> [Task objective]
From the records below, print exactly the lines starting at the one containing "Where are all labels" and ending at the one containing "Give bounding boxes", ends included, and nothing else.
--- Data provided Enclosed Below ---
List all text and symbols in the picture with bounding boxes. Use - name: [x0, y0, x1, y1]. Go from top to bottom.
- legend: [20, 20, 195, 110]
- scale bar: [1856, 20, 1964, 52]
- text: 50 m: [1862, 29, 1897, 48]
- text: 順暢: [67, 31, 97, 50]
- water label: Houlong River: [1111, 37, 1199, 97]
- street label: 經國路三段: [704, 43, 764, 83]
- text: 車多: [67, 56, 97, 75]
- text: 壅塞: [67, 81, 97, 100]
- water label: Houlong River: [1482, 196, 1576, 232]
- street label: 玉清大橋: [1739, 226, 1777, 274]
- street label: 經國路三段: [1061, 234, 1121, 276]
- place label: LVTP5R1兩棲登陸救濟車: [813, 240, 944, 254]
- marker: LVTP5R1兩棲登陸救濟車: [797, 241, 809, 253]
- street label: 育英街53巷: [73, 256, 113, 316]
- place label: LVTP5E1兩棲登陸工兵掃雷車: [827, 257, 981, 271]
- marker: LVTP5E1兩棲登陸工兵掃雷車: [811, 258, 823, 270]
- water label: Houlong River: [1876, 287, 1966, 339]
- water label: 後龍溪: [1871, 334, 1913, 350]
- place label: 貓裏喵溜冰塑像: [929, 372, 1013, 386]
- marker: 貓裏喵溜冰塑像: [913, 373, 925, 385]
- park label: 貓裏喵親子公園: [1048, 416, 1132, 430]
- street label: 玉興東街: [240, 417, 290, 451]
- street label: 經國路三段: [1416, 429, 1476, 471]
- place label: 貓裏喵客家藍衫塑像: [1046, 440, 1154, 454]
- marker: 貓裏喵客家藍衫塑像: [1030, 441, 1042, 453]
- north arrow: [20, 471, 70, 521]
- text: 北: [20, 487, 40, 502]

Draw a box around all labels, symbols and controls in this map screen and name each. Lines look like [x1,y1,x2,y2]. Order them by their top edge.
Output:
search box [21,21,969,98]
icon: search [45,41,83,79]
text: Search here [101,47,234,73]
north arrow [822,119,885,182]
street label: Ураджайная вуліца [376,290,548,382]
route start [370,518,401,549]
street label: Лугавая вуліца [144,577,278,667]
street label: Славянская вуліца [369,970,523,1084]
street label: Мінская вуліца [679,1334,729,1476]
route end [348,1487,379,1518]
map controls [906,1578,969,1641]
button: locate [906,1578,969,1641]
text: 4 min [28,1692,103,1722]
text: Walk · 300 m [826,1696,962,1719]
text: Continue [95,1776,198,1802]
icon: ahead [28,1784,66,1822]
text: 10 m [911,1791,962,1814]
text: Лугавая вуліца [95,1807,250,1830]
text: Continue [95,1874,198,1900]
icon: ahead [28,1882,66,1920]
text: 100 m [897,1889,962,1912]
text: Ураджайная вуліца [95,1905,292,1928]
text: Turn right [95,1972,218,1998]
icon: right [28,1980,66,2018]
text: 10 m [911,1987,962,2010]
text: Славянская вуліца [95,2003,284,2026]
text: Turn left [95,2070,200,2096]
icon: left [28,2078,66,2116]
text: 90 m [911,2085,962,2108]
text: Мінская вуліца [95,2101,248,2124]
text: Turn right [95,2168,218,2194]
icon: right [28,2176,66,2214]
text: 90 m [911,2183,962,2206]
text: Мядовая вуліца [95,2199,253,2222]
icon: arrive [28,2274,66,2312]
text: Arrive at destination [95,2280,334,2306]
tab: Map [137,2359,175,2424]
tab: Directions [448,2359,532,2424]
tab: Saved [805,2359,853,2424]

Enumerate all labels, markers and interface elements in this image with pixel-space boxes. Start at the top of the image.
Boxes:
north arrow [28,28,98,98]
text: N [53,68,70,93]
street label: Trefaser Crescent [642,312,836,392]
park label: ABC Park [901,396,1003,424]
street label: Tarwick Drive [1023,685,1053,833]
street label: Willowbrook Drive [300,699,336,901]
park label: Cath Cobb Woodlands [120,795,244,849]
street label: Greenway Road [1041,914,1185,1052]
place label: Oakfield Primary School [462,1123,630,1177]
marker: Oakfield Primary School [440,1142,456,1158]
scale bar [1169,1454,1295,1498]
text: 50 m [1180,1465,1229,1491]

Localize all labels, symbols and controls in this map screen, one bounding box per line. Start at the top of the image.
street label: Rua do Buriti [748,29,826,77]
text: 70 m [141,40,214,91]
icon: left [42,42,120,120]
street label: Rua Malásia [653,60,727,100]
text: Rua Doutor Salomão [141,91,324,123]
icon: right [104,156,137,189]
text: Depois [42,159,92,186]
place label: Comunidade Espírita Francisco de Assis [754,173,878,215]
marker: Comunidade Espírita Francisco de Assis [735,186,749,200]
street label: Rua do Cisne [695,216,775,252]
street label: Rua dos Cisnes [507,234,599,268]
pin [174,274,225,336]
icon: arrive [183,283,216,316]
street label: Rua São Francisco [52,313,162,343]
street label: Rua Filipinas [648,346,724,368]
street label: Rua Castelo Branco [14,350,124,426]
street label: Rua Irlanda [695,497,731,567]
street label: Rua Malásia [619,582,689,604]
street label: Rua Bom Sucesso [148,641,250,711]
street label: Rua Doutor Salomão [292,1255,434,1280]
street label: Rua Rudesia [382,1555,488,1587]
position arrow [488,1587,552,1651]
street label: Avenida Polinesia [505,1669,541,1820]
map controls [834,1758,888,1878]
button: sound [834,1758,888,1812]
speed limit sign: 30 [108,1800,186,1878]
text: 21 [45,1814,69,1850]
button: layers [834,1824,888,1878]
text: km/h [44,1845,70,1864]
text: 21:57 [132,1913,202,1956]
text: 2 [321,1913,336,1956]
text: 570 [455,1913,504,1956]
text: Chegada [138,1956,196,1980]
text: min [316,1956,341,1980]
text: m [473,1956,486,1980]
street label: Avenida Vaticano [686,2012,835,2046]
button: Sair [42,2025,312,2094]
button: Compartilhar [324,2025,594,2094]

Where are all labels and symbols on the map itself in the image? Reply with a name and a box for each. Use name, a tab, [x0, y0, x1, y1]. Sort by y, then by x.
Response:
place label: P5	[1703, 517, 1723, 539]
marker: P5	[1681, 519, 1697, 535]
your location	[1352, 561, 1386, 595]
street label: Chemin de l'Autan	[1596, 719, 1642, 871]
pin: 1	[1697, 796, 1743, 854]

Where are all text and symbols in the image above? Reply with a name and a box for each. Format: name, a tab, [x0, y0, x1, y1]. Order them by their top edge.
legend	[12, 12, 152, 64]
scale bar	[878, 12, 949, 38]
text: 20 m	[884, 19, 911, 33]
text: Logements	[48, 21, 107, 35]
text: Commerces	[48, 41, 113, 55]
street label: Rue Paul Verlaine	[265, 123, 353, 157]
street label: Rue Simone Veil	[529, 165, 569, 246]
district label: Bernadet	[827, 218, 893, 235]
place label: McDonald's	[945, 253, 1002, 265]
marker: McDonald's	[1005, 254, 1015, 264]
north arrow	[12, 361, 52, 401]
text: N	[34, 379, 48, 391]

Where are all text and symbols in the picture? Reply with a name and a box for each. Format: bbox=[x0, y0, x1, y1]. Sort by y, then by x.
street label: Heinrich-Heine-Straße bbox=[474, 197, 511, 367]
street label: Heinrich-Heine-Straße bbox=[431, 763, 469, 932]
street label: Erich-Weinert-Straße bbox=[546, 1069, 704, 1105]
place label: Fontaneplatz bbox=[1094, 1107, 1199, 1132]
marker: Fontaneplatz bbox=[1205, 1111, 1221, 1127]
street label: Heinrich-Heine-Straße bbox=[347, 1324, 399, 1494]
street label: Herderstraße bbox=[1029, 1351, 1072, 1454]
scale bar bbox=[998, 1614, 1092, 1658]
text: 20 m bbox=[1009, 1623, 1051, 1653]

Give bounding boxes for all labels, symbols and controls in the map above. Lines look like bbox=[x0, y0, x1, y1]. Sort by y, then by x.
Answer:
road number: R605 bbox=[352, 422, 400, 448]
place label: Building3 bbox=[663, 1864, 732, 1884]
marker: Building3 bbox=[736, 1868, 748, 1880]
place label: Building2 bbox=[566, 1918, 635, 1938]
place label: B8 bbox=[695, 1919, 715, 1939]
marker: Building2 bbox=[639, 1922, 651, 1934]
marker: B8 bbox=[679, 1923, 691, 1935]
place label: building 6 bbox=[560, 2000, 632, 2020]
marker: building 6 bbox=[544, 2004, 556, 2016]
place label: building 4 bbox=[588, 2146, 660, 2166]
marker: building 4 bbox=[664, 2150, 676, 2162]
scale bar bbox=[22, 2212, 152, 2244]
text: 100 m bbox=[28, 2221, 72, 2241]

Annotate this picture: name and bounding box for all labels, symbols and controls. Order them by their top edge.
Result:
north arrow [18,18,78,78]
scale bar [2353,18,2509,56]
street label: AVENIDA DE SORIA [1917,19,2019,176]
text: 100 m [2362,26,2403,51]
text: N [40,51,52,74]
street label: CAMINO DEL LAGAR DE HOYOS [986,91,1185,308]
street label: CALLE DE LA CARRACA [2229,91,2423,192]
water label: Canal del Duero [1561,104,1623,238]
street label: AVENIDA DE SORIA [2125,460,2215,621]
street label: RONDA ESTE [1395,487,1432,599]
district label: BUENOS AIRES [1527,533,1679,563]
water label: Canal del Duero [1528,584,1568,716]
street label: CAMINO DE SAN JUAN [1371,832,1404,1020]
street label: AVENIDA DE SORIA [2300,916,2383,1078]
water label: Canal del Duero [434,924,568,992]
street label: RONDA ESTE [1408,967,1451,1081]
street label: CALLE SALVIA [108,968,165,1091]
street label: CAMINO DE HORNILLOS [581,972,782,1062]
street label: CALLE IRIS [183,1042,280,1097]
--- End of Enclosed Data provided ---
> [Task solution]
Where are all labels and symbols on the map itself in the image? Reply with a name and a box for each. Use name, a tab, [x0, y0, x1, y1]. Sort by y, then by x.
Response:
place label: P5	[1703, 517, 1723, 539]
marker: P5	[1681, 519, 1697, 535]
your location	[1352, 561, 1386, 595]
street label: Chemin de l'Autan	[1596, 719, 1642, 871]
pin: 1	[1697, 796, 1743, 854]

Where are all text and symbols in the image above? Reply with a name and a box for each. Format: name, a tab, [x0, y0, x1, y1]. Order them by their top edge.
legend	[12, 12, 152, 64]
scale bar	[878, 12, 949, 38]
text: 20 m	[884, 19, 911, 33]
text: Logements	[48, 21, 107, 35]
text: Commerces	[48, 41, 113, 55]
street label: Rue Paul Verlaine	[265, 123, 353, 157]
street label: Rue Simone Veil	[529, 165, 569, 246]
district label: Bernadet	[827, 218, 893, 235]
place label: McDonald's	[945, 253, 1002, 265]
marker: McDonald's	[1005, 254, 1015, 264]
north arrow	[12, 361, 52, 401]
text: N	[34, 379, 48, 391]

Where are all text and symbols in the picture? Reply with a name and a box for each. Format: bbox=[x0, y0, x1, y1]. Sort by y, then by x.
street label: Heinrich-Heine-Straße bbox=[474, 197, 511, 367]
street label: Heinrich-Heine-Straße bbox=[431, 763, 469, 932]
street label: Erich-Weinert-Straße bbox=[546, 1069, 704, 1105]
place label: Fontaneplatz bbox=[1094, 1107, 1199, 1132]
marker: Fontaneplatz bbox=[1205, 1111, 1221, 1127]
street label: Heinrich-Heine-Straße bbox=[347, 1324, 399, 1494]
street label: Herderstraße bbox=[1029, 1351, 1072, 1454]
scale bar bbox=[998, 1614, 1092, 1658]
text: 20 m bbox=[1009, 1623, 1051, 1653]

Give bounding boxes for all labels, symbols and controls in the map above. Lines look like bbox=[x0, y0, x1, y1]. Sort by y, then by x.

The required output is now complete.